Mais s’il s’échappe, c’est pour monter tout droit et très haut. L’air dont il est gonflé nous entraîne à sa suite, dans des rêves d’envol et de liberté. Les yeux se lèvent vers son élévation et s’attachent à sa trajectoire aussi longtemps que possible. Notre âme aussi est aspirée, attirée par son ancienne patrie ou sa future destination. Le ballon est une âme en apesanteur.

Sur le dessin, des ballons, lâchés en foule, se bousculent et s’élèvent en nuée.

Quand il rêve aux songes liés à l’air, Bachelard observe qu’un ciel tout bleu a une profondeur sans limite qui nous invite à y plonger les yeux. Au contraire, nos rêves s’écrasent contre le plafond nuageux comme des mouches sur une vitre, ou un reflet sur la surface trop lisse du miroir.  Sur le dessin, c’est le cadre qui limite l’ascension et les formes qui continuent d’affluer, se transforment, compressées, au contact l’une de l’autre.

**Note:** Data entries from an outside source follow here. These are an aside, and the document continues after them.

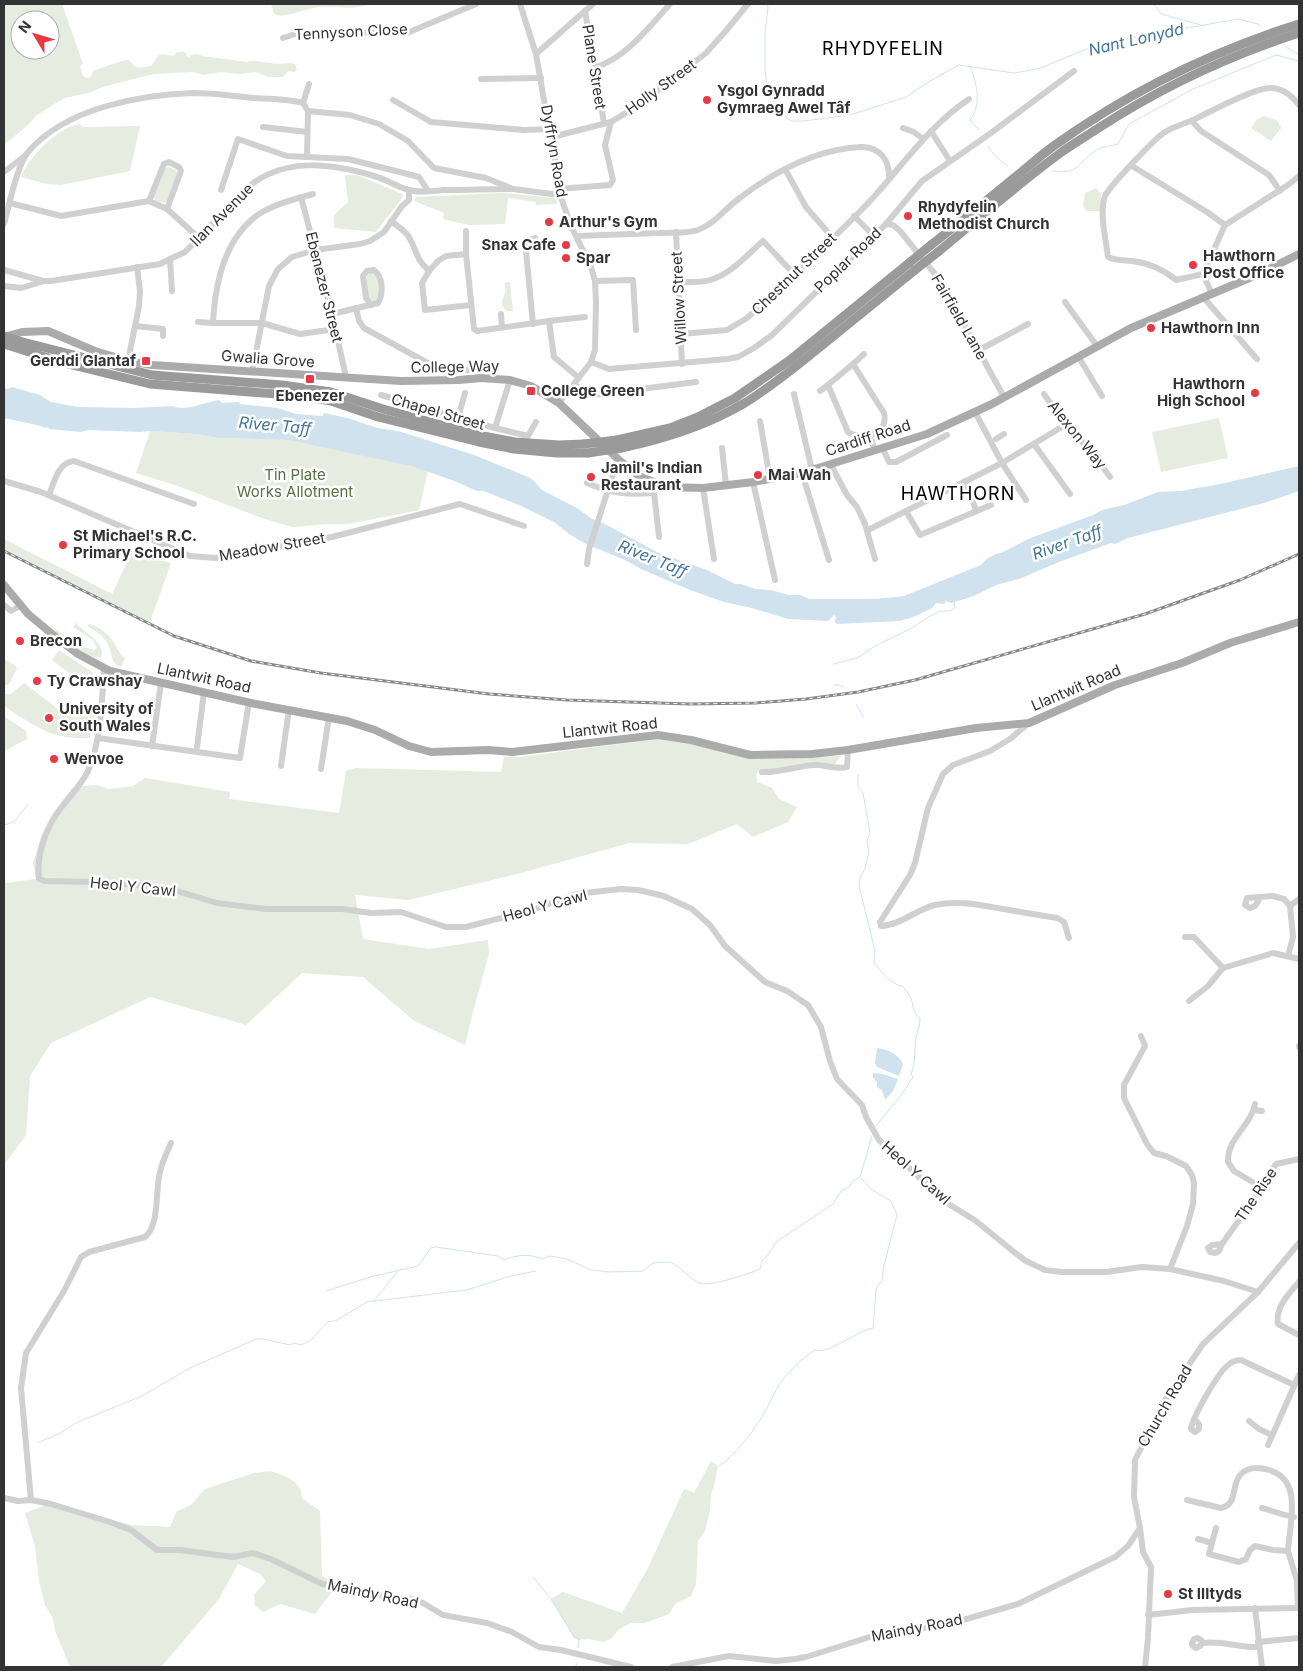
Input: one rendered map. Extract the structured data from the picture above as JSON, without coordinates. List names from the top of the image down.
{
  "streets": {
    "main road": [
      "Gwalia Grove",
      "College Way",
      "Cardiff Road",
      "Llantwit Road"
    ],
    "street": [
      "Tennyson Close",
      "Plane Street",
      "Holly Street",
      "Dyffryn Road",
      "Ilan Avenue",
      "Poplar Road",
      "Chestnut Street",
      "Ebenezer Street",
      "Willow Street",
      "Fairfield Lane",
      "Chapel Street",
      "Alexon Way",
      "Meadow Street",
      "Heol Y Cawl",
      "The Rise",
      "Church Road",
      "Maindy Road"
    ]
  },
  "crossings": [
    ["Plane Street", "Holly Street"],
    ["Holly Street", "Dyffryn Road"],
    ["Dyffryn Road", "Poplar Road"],
    ["Dyffryn Road", "College Way"],
    ["Dyffryn Road", "Cardiff Road"],
    ["Poplar Road", "Willow Street"],
    ["Poplar Road", "Fairfield Lane"],
    ["Chestnut Street", "Willow Street"],
    ["Ebenezer Street", "Gwalia Grove"],
    ["Ebenezer Street", "College Way"],
    ["Fairfield Lane", "Cardiff Road"],
    ["Gwalia Grove", "College Way"],
    ["College Way", "Cardiff Road"],
    ["Church Road", "Maindy Road"]
  ],
  "districts": ["RHYDYFELIN", "HAWTHORN"],
  "water": ["Nant Lonydd", "River Taff"],
  "parks": ["Tin Plate Works Allotment"],
  "places": {
    "other": [
      "Ysgol Gynradd Gymraeg Awel Tâf",
      "Rhydyfelin Methodist Church",
      "Arthur's Gym",
      "Snax Cafe",
      "Spar",
      "Hawthorn Post Office",
      "Hawthorn Inn",
      "Hawthorn High School",
      "Mai Wah",
      "Jamil's Indian Restaurant",
      "St Michael's R.C. Primary School",
      "Brecon",
      "Ty Crawshay",
      "University of South Wales",
      "Wenvoe",
      "St Illtyds"
    ],
    "transit": ["Gerddi Glantaf", "Ebenezer", "College Green"]
  },
  "north": "top left"
}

En revanche, l’on s’aperçoit qu’en bas du dessin, aucune ligne ne vient limiter l’amorce du trait. L’espace vierge est d’autant plus propice au mouvement qu’il est dénué de substance, comme l’air. Le mouvement se dessine dans l’air. Des quatre éléments naturels dans lesquels notre imaginaire prend sa source, l’air est sans doute le moins dense. Il est transparent comme l’eau, et le ciel est une coupe inversée.

Et si nous inversions l’inversion, en regardant le dessin à l’envers ? Après tout, un lac est aussi un ciel contenu.

S’il joue le jeu, le regard découvre alors un autre univers, plus caverneux, dans lequel s’entassent des silhouettes.  Il s’aperçoit surtout d’une anomalie qui, comme toujours, met la norme en lumière.

Car un monde mis dessus dessous est aussi étrange que celui qui prend pour fond la forme. C’est que l’œil, dessiné au premier plan, retient notre attention par sa figure imposée. Comment pourrait-il être cerné par sa paupière ? D’emblée, nos facultés s’organisent en se répartissant les tâches. Être un œil n’est pas à la portée de toutes les figures. Le concept mérite mieux qu’un agencement aléatoire. Il réclame la constitution de formes faciles à identifier.

Mis dessus dessous, le dessin tranche, impose une autre loi. Il libère la forme de la figure et l’imaginaire du concept. La figuration qui plaisait au penseur a laissé place à la figurabilité qui donne une étoffe à nos rêves.

La forme ne vaut alors que par le mouvement qu’elle suscite, c’est-à-dire le passage d’une forme à l’autre qui rend chacune évasive. Inversé, le dessin rend visible leur fuite vers le sommet resté ouvert comme un ciel. Dans ce flot, l’air et l’eau font alliance pour conjuguer leur force.

Le dessin ré-enchante les formes, mais l’altérité qui les habite n’est pas celle d’une transcendance qui les rendrait sacrées, mais celle d’un devenir autre auquel elles doivent la vie. La forme prolifère, multiple comme un visage.